The lines to return are those below that contain the word "Lake".

----

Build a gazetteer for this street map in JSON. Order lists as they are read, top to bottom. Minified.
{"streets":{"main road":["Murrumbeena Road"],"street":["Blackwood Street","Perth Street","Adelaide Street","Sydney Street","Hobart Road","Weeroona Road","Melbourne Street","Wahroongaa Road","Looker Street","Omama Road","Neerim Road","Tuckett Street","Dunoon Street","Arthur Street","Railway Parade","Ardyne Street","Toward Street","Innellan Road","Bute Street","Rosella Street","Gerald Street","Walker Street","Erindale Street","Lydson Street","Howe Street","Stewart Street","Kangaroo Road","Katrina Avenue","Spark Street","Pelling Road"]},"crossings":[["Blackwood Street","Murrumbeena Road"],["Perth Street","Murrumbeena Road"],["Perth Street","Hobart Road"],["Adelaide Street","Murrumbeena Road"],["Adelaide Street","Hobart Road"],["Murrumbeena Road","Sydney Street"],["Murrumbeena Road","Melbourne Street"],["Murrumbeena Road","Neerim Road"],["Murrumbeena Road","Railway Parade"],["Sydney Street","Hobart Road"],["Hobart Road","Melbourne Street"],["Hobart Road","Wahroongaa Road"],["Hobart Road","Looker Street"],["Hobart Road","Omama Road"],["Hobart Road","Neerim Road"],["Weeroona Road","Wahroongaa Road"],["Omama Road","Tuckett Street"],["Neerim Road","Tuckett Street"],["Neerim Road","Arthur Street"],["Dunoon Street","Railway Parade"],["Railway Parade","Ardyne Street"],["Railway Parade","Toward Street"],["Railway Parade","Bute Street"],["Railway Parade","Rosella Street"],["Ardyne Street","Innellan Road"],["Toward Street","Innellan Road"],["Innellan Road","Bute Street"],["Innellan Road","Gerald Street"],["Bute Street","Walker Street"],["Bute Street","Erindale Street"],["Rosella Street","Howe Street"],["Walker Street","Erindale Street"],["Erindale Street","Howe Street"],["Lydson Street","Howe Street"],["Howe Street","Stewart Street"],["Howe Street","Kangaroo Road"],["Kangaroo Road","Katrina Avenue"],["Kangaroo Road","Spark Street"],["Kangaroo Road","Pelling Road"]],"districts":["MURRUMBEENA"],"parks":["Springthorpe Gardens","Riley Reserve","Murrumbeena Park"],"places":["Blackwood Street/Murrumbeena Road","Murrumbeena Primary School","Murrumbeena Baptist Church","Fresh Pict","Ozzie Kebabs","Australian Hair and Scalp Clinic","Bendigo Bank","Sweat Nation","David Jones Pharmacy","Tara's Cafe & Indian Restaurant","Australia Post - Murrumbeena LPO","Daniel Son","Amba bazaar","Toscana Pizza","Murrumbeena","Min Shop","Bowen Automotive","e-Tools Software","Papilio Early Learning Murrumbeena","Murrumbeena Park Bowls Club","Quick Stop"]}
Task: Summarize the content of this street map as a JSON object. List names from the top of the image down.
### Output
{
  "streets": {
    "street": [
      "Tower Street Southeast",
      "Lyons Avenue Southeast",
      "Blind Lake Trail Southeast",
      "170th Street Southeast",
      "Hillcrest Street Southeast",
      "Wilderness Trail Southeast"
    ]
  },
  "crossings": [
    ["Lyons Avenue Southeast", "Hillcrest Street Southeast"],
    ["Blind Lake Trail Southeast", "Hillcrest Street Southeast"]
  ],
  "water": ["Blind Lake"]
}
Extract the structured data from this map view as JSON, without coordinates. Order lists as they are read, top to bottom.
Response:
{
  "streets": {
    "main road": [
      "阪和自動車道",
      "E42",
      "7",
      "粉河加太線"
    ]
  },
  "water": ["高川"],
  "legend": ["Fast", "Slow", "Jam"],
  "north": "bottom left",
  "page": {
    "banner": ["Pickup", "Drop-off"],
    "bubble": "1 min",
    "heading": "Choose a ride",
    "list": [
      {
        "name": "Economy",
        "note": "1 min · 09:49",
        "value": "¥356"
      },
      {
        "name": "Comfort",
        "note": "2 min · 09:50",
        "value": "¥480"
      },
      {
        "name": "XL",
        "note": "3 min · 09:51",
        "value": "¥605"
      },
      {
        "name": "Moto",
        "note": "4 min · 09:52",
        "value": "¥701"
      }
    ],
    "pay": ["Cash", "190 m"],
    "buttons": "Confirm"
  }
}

----

◆ Problem solution ◆
      "Blind Lake Trail Southeast",
    ["Blind Lake Trail Southeast", "Hillcrest Street Southeast"]
  "water": ["Blind Lake"]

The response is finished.